(Records from a collection)

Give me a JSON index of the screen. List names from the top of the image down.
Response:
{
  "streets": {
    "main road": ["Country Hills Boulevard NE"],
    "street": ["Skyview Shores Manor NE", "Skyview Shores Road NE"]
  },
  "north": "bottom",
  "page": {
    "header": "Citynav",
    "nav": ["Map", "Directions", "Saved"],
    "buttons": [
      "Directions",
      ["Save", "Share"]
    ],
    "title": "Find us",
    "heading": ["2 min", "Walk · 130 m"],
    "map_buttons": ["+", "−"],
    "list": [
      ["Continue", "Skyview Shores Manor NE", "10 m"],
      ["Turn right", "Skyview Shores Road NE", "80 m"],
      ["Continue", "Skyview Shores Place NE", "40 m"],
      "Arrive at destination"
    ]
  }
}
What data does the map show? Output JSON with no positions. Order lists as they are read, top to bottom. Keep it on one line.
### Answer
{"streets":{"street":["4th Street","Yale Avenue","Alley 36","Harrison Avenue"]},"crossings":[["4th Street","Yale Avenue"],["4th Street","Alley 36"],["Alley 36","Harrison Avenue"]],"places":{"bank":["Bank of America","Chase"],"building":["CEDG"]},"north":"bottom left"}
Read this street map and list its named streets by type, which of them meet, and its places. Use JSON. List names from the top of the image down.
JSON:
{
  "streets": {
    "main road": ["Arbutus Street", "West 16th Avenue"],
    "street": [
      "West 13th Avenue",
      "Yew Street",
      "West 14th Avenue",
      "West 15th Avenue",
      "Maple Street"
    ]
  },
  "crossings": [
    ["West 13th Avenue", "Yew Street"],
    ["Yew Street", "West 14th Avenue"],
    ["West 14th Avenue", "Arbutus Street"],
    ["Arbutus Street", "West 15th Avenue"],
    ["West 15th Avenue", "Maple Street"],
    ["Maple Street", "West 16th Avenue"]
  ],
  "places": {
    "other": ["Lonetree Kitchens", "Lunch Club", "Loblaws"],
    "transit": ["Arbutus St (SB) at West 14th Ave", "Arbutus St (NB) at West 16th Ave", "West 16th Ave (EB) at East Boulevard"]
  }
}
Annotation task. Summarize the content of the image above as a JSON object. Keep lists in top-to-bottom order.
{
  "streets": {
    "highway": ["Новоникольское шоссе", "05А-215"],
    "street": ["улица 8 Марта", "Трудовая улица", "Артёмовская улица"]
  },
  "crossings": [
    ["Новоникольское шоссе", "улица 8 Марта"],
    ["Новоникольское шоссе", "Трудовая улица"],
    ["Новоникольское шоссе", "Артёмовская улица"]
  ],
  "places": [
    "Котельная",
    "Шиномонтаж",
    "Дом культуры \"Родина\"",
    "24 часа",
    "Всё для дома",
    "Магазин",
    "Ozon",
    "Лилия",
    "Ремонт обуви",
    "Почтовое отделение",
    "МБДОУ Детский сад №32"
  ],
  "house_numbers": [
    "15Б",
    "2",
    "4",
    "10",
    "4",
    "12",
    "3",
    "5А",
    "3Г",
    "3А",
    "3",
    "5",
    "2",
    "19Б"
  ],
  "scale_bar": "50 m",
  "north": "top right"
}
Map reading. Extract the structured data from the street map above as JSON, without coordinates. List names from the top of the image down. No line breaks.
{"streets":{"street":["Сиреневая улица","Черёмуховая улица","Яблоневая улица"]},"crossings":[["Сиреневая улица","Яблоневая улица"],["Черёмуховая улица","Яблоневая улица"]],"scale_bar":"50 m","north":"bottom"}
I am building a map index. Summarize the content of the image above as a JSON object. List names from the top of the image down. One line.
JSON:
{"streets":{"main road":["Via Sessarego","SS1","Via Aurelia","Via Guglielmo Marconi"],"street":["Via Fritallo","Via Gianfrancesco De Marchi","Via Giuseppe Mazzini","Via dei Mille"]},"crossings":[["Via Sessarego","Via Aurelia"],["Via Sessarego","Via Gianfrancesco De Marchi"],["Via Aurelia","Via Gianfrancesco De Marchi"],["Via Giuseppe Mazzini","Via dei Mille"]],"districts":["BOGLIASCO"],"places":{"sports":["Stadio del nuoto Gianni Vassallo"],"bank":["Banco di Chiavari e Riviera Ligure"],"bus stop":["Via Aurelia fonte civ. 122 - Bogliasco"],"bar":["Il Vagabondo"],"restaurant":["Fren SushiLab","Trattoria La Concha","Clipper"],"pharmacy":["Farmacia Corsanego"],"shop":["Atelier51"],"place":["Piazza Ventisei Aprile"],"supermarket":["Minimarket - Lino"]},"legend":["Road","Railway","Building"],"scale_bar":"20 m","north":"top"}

*WORK ORDER:* From the entries above, copy every line where the word "index" shows up.

*ANSWER SPACE:*
Give me a JSON index of the screen. List names from the top of the image down.
I am building a map index. Summarize the content of the image above as a JSON object. List names from the top of the image down. One line.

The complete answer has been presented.